There is a federal component to this problem. As stated in 2006 by the Western Governors Association, the negotiation approach is threatened by the fact that “while the U.S. Interior Department continues to espouse settlements, it is taking an increasingly narrow view of its trust responsibilities to tribes.” While the Western states and tribes “have continued to work hard to conclude water settlements,” they “can no longer continue to do so in a virtual vacuum of meaningful federal participation and financial commitment.”
We submit that the time has come for the tribes to gather for an “Oklahoma Indian Nations Water Summit” as early as possible during the first quarter of 2011. There, the Indian nations could address issues such as:
A fair and effective negotiation mechanism, and how best to engage the state in implementation.
How best to compel the federal government to perform its trust responsibility to provide the financial and other support essential for many tribes to effectively participate in a negotiation process.
How best to address any conflicting claims asserted by the nations, while making clear to the larger community that such issues will not be permitted to defer negotiation on the broader issues.

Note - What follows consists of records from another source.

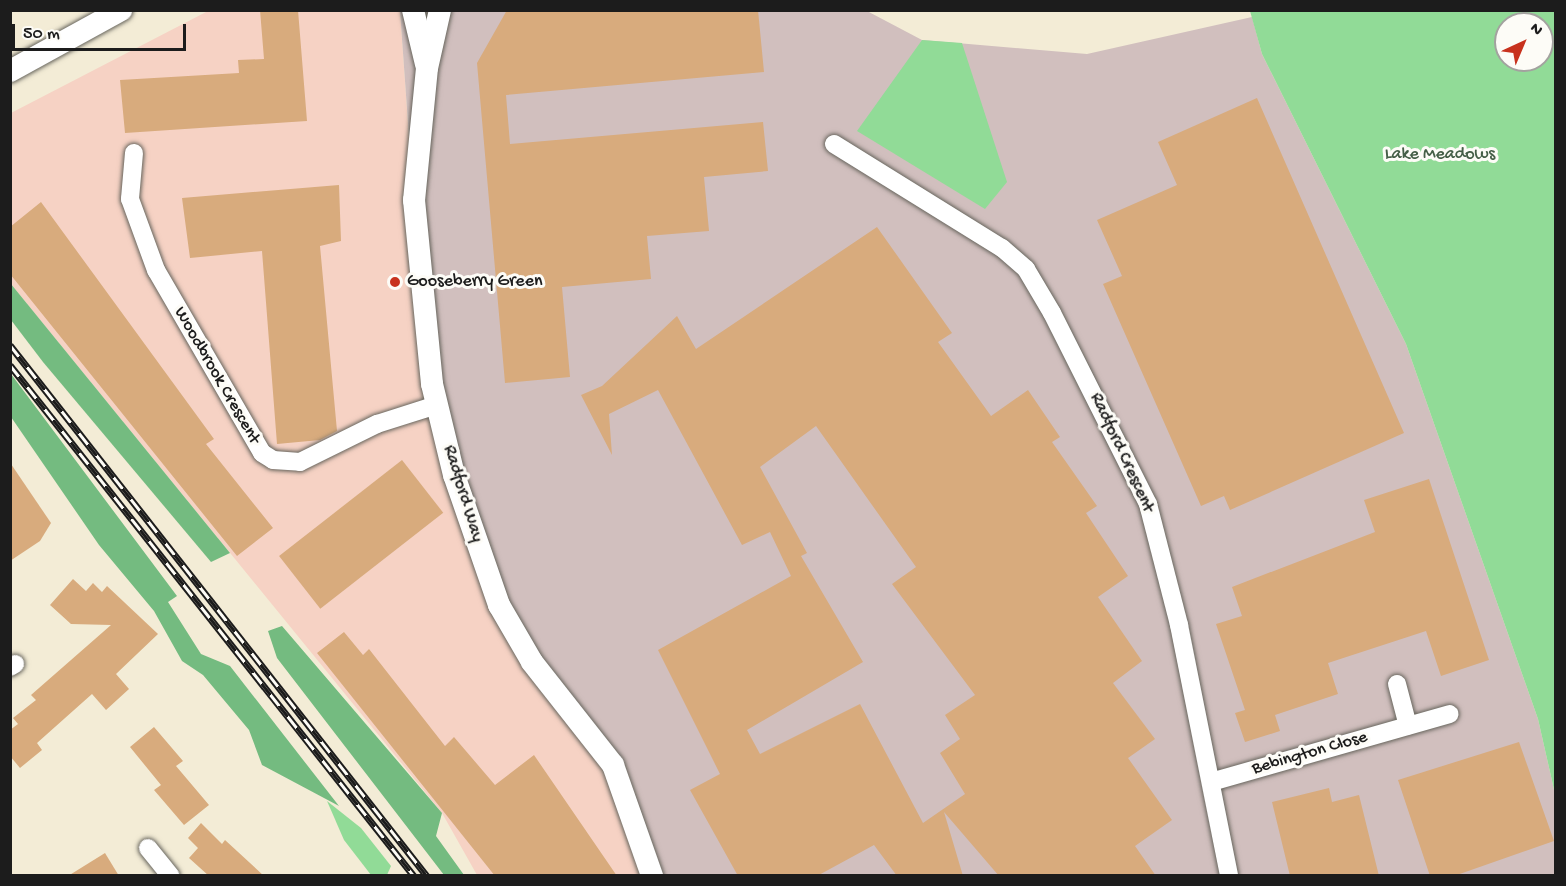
<!DOCTYPE html>
<style>
body{margin:0}
#map{position:relative;width:1566px;height:886px;overflow:hidden;background:#f3ecd6;font-family:"Gochi Hand",sans-serif}
div>[style]{position:absolute}
.built>*{inset:0;background:#f6d2c4}
.industrial>*{inset:0;background:#d1bfbe}
.green>*{inset:0;background:#91db97}
.forest>*{inset:0;background:#74bb80}
.building>*{inset:0;background:#d8ab7d;transform-origin:0 0}
.roads{filter:drop-shadow(0 0 2px #67655d) drop-shadow(0 0 2px #67655d)}
.minor>*{height:18px;margin:-9px;padding:0 9px;transform-origin:9px;border-radius:9px;background:#fff}
.tertiary>*{height:22px;margin:-11px;padding:0 11px;transform-origin:11px;border-radius:11px;background:#fff}
.rail>*{height:7px;margin-top:-3.5px;transform-origin:0;background:repeating-linear-gradient(90deg,#fdfcf7 0 14px,#1c1c1c 0 28px);box-sizing:border-box;border-block:2px solid #1c1c1c}
.dots>*{width:16px;height:16px;translate:-50% -50%;box-sizing:border-box;border:3px solid #fdfcf7;border-radius:50%}
span{translate:-50% -50%;white-space:nowrap;text-align:center;line-height:1.15;-webkit-text-stroke:6px #fdfcf7;paint-order:stroke}
.park-label{font-size:18px;color:#455f47}
.poi-label{font-size:18px;color:#1c1c1c}
.left{translate:0 -50%;text-align:left}
.street-label{font-size:18px;color:#1c1c1c}
.frame{position:absolute;inset:0;border:12px solid #1c1c1c;pointer-events:none}
.north{position:absolute;left:1494px;top:12px;width:60px;height:60px;box-sizing:border-box;background:#fdfcf7;border:2px solid #a3a29f;border-radius:50%;rotate:44deg;font-size:16px;font-weight:700;line-height:24px;text-align:center;color:#1c1c1c}
.north::after{content:'';display:block;margin:auto;width:21px;height:27px;background:#c8321e;clip-path:polygon(50% 0,100% 100%,50% 72%,0 100%)}
.scale{position:absolute;left:12px;top:24px;width:174px;height:27px;box-sizing:border-box;border:3px solid #1c1c1c;border-top:0;padding-left:8px;font-size:18px;line-height:21px;white-space:nowrap;color:#1c1c1c;-webkit-text-stroke:4px #fdfcf7;paint-order:stroke}
</style>
<div id="map">
<div class="built">
<div style="clip-path:polygon(208px 11px,400px 11px,416px 236px,652px 875px,477px 875px,442px 813px,11px 284px,11px 113px)"></div>
</div>
<div class="industrial">
<div style="clip-path:polygon(400px 11px,867px 11px,922px 40px,1087px 54px,1252px 17px,1262px 54px,1406px 344px,1538px 719px,1555px 794px,1555px 875px,652px 875px,634px 817px,539px 671px,463px 502px,416px 235px)"></div>
</div>
<div class="green">
<div style="clip-path:polygon(evenodd,1250px 11px,1555px 11px,1555px 794px,1538px 719px,1406px 344px,1262px 54px,1250px 11px,1506px 24px,1542px 24px,1542px 60px,1506px 60px,1506px 24px)"></div>
<div style="clip-path:polygon(922px 40px,962px 43px,1007px 182px,985px 209px,857px 131px)"></div>
<div style="clip-path:polygon(327px 801px,361px 828px,391px 866px,387px 875px,371px 875px,344px 840px)"></div>
</div>
<div class="forest">
<div style="clip-path:polygon(10px 284px,11px 284px,230px 553px,211px 562px,43px 362px,11px 320px)"></div>
<div style="clip-path:polygon(11px 374px,177px 596px,168px 602px,201px 654px,230px 666px,339px 806px,262px 765px,249px 730px,203px 675px,182px 661px,154px 611px,99px 545px,11px 417px)"></div>
<div style="clip-path:polygon(282px 626px,442px 813px,436px 836px,464px 875px,444px 875px,277px 658px,268px 631px)"></div>
</div>
<div class="building">
<div style="clip-path:polygon(260px 10px,298px 10px,307px 121px,125px 133px,120px 80px,239px 73px,238px 60px,264px 59px)"></div>
<div style="clip-path:polygon(507px 10px,758px 10px,764px 72px,506px 95px,510px 144px,763px 122px,768px 171px,704px 177px,709px 231px,647px 236px,651px 279px,562px 287px,570px 377px,505px 383px,477px 63px)"></div>
<div style="clip-path:polygon(1257px 98px,1404px 433px,1230px 510px,1224px 496px,1201px 506px,1103px 284px,1122px 276px,1097px 220px,1177px 185px,1158px 142px)"></div>
<div style="clip-path:polygon(339px 185px,341px 241px,320px 246px,337px 431px,320px 440px,277px 444px,262px 251px,190px 258px,182px 198px)"></div>
<div style="clip-path:polygon(41px 202px,214px 439px,206px 444px,273px 528px,237px 556px,10px 274px,10px 227px)"></div>
<div style="clip-path:polygon(evenodd,877px 227px,952px 333px,938px 342px,991px 416px,1028px 390px,1060px 437px,1052px 442px,1097px 506px,1086px 513px,1128px 576px,1098px 597px,1142px 661px,1113px 683px,1155px 739px,1128px 758px,1172px 820px,1135px 846px,1156px 876px,999px 876px,944px 812px,963px 876px,897px 876px,874px 845px,817px 876px,738px 876px,690px 790px,720px 774px,658px 650px,791px 576px,770px 532px,742px 545px,658px 390px,609px 414px,612px 455px,581px 395px,602px 386px,677px 316px,696px 349px,877px 227px,816px 426px,916px 567px,892px 584px,975px 695px,945px 715px,960px 739px,940px 753px,965px 794px,923px 823px,860px 704px,760px 754px,747px 730px,863px 662px,801px 556px,807px 553px,760px 467px,816px 426px)"></div>
<div style="left:402px;top:460px;width:67px;height:156px;rotate:52deg"></div>
<div style="clip-path:polygon(11px 464px,51px 523px,40px 541px,10px 561px)"></div>
<div style="clip-path:polygon(1429px 479px,1489px 660px,1441px 676px,1426px 631px,1328px 663px,1338px 694px,1275px 715px,1280px 731px,1245px 742px,1235px 713px,1245px 710px,1216px 624px,1242px 616px,1232px 587px,1375px 532px,1364px 500px)"></div>
<div style="clip-path:polygon(73px 579px,86px 591px,93px 583px,102px 592px,107px 586px,158px 634px,116px 674px,129px 689px,106px 710px,92px 694px,37px 743px,42px 750px,20px 768px,10px 756px,10px 730px,18px 724px,13px 718px,36px 700px,31px 695px,111px 625px,71px 624px,50px 605px)"></div>
<div style="clip-path:polygon(344px 632px,363px 655px,369px 649px,445px 746px,454px 737px,495px 785px,534px 755px,617px 876px,495px 876px,317px 653px)"></div>
<div style="clip-path:polygon(154px 727px,183px 761px,176px 766px,209px 805px,184px 825px,154px 790px,161px 785px,130px 747px)"></div>
<div style="clip-path:polygon(1519px 742px,1554px 841px,1454px 876px,1430px 876px,1398px 780px)"></div>
<div style="clip-path:polygon(1329px 788px,1332px 802px,1359px 795px,1379px 876px,1290px 876px,1272px 802px)"></div>
<div style="clip-path:polygon(201px 823px,222px 844px,225px 840px,264px 876px,209px 876px,189px 858px,198px 848px,188px 838px)"></div>
<div style="clip-path:polygon(105px 853px,119px 876px,68px 876px)"></div>
</div>
<div class="roads">
<div class="minor">
<div style="left:834px;top:144px;width:198px;rotate:31.8deg"></div>
<div style="left:1002px;top:248px;width:32px;rotate:41deg"></div>
<div style="left:1026px;top:269px;width:51px;rotate:59.4deg"></div>
<div style="left:1052px;top:313px;width:214px;rotate:63.3deg"></div>
<div style="left:1148px;top:504px;width:125px;rotate:75.6deg"></div>
<div style="left:1179px;top:625px;width:256px;rotate:78.7deg"></div>
<div style="left:134px;top:153px;width:46px;rotate:95deg"></div>
<div style="left:130px;top:199px;width:76px;rotate:69.9deg"></div>
<div style="left:156px;top:270px;width:211px;rotate:59.9deg"></div>
<div style="left:262px;top:453px;width:13px;rotate:32deg"></div>
<div style="left:273px;top:460px;width:27px;rotate:4deg"></div>
<div style="left:300px;top:462px;width:86px;rotate:-26.3deg"></div>
<div style="left:377px;top:424px;width:63px;rotate:-17.6deg"></div>
<div style="left:10px;top:667px;width:6px;rotate:-31deg"></div>
<div style="left:1397px;top:684px;width:43px;rotate:75.3deg"></div>
<div style="left:1211px;top:782px;width:248px;rotate:-15.9deg"></div>
<div style="left:148px;top:848px;width:36px;rotate:51deg"></div>
</div>
<div class="tertiary">
<div style="left:413px;top:10px;width:56px;rotate:76.5deg"></div>
<div style="left:440px;top:10px;width:59px;rotate:102.6deg"></div>
<div style="left:427px;top:68px;width:133px;rotate:95.6deg"></div>
<div style="left:414px;top:200px;width:185px;rotate:84.4deg"></div>
<div style="left:432px;top:384px;width:94px;rotate:76.4deg"></div>
<div style="left:454px;top:475px;width:138px;rotate:70.9deg"></div>
<div style="left:499px;top:605px;width:66px;rotate:59.9deg"></div>
<div style="left:532px;top:662px;width:131px;rotate:51.8deg"></div>
<div style="left:613px;top:765px;width:118px;rotate:70.6deg"></div>
<div style="left:10px;top:71px;width:127px;rotate:-28.8deg"></div>
</div>
</div>
<div class="rail">
<div style="left:10px;top:345px;width:675px;rotate:51.86deg"></div>
<div style="left:10px;top:365px;width:651px;rotate:51.67deg"></div>
</div>
<div class="dots">
<div style="left:395px;top:282px;background:#c8321e"></div>
</div>
<div class="park-label">
<span style="left:1440px;top:155px">Lake Meadows</span>
</div>
<div class="poi-label">
<span class="left" style="left:407px;top:282px">Gooseberry Green</span>
</div>
<div class="street-label">
<span style="left:216px;top:376px;rotate:60deg">Woodbrook Crescent</span>
<span style="left:1121px;top:453px;rotate:65deg">Radford Crescent</span>
<span style="left:462px;top:494px;rotate:73deg">Radford Way</span>
<span style="left:1310px;top:754px;rotate:-16deg">Bebington Close</span>
</div>
<div class="frame"></div>
<div class="north">N</div>
<div class="scale">50 m</div>
</div>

The possibility of pooling the nations’ water rights so as to proceed directly to discussions with the larger community regarding the marketing of water.Infrastructure needs, including how to deliver water to nations in the western part of the state.
No longer should the Indian nations of Oklahoma have to plead for a place at a table set by others. The combination of litigation, actual and imminent, and the united front created by a successful summit can mean that their future will be determined at a table set by them.
Robert J. Campbell Jr., Robert J. Haupt and G. Calvin Sharpe are attorneys in the private practice of law, including tribal law, in Oklahoma City.